**TASK DIRECTIONS**
Give the listing again character for character, but drop the images.

**DATASET CONTENT**
# # # #
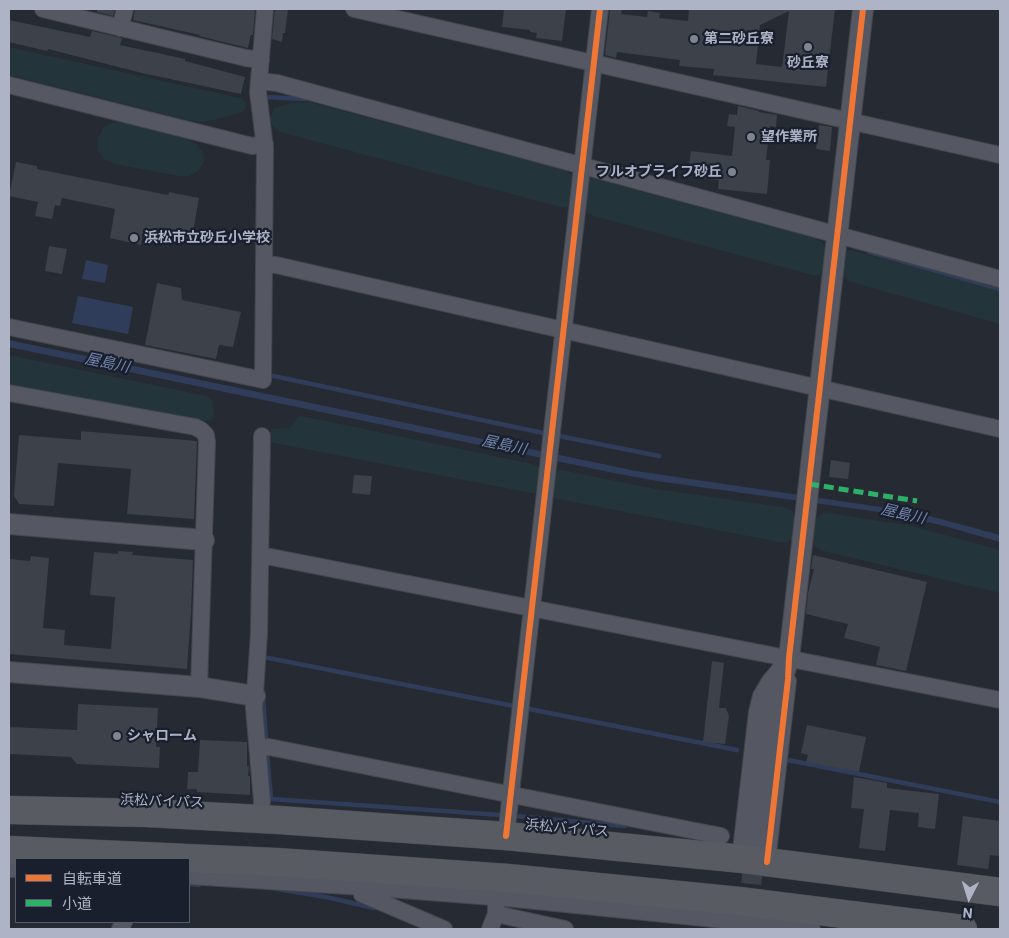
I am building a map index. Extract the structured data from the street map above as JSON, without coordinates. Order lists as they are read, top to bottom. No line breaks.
{"streets":{"highway":["浜松バイパス"]},"water":["屋島川"],"places":["第二砂丘寮","砂丘寮","望作業所","フルオブライフ砂丘","浜松市立砂丘小学校","シャローム"],"legend":["自転車道","小道"],"north":"bottom"}
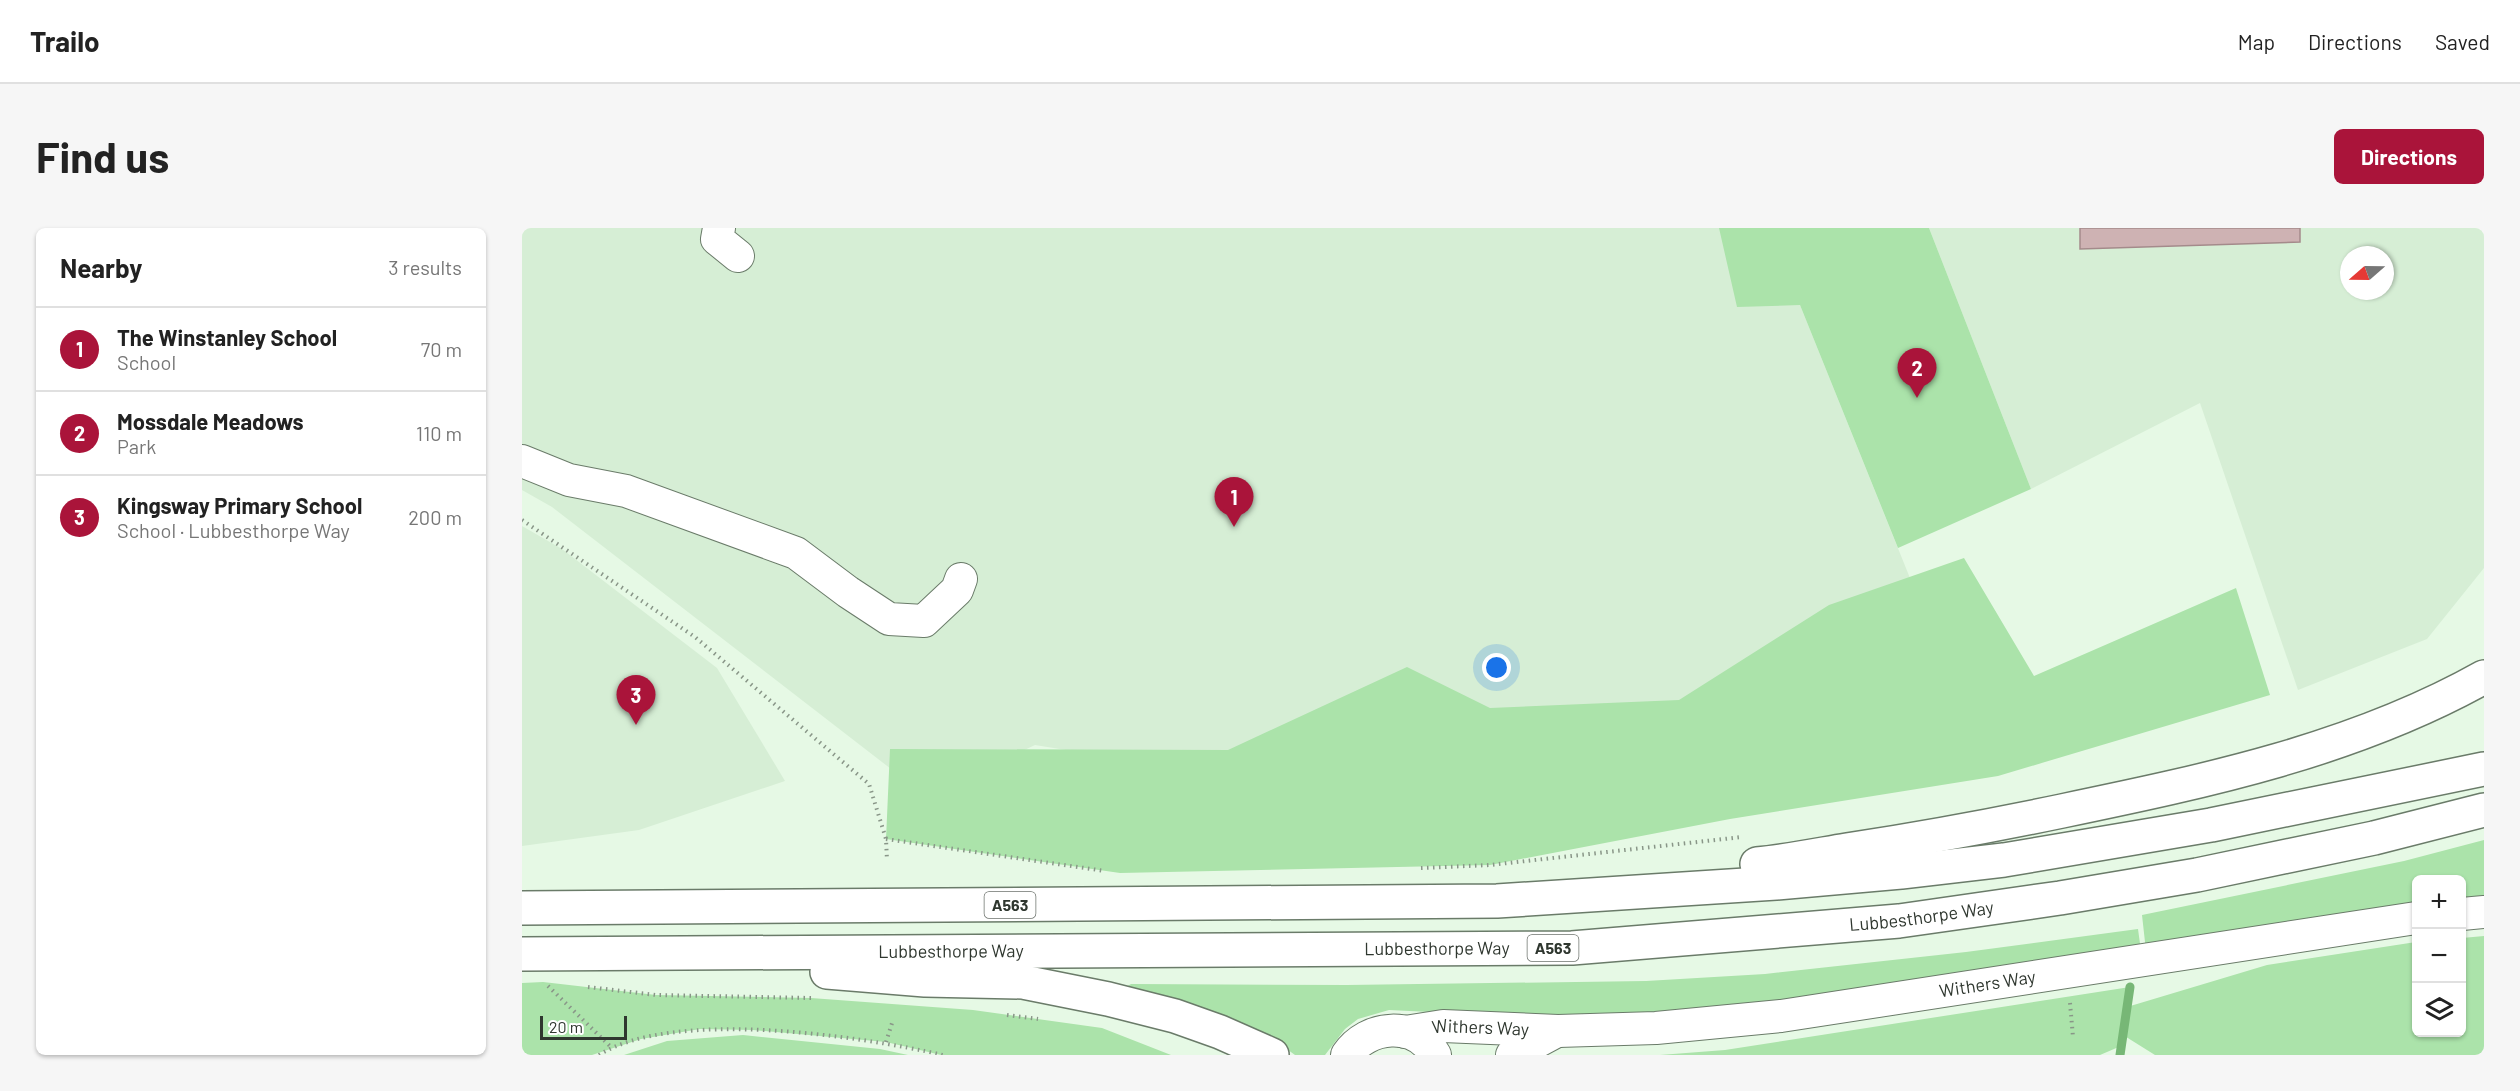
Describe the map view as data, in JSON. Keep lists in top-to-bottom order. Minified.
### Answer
{"streets":{"highway":["A563","Lubbesthorpe Way"],"street":["Withers Way"]},"scale_bar":"20 m","north":"left","page":{"header":"Trailo","nav":["Map","Directions","Saved"],"buttons":"Directions","title":"Find us","heading":["Nearby","3 results"],"list":[{"mark":"1","name":"The Winstanley School","note":"School","value":"70 m"},{"mark":"2","name":"Mossdale Meadows","note":"Park","value":"110 m"},{"mark":"3","name":"Kingsway Primary School","note":"School · Lubbesthorpe Way","value":"200 m"}],"pins":["2","1","3"],"map_buttons":["+","−"],"scale":"20 m"}}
# # # #
**RESULT OF THIS EXERCISE**
I am building a map index. Extract the structured data from the street map above as JSON, without coordinates. Order lists as they are read, top to bottom. No line breaks.
{"streets":{"highway":["浜松バイパス"]},"water":["屋島川"],"places":["第二砂丘寮","砂丘寮","望作業所","フルオブライフ砂丘","浜松市立砂丘小学校","シャローム"],"legend":["自転車道","小道"],"north":"bottom"}
Describe the map view as data, in JSON. Keep lists in top-to-bottom order. Minified.
### Answer
{"streets":{"highway":["A563","Lubbesthorpe Way"],"street":["Withers Way"]},"scale_bar":"20 m","north":"left","page":{"header":"Trailo","nav":["Map","Directions","Saved"],"buttons":"Directions","title":"Find us","heading":["Nearby","3 results"],"list":[{"mark":"1","name":"The Winstanley School","note":"School","value":"70 m"},{"mark":"2","name":"Mossdale Meadows","note":"Park","value":"110 m"},{"mark":"3","name":"Kingsway Primary School","note":"School · Lubbesthorpe Way","value":"200 m"}],"pins":["2","1","3"],"map_buttons":["+","−"],"scale":"20 m"}}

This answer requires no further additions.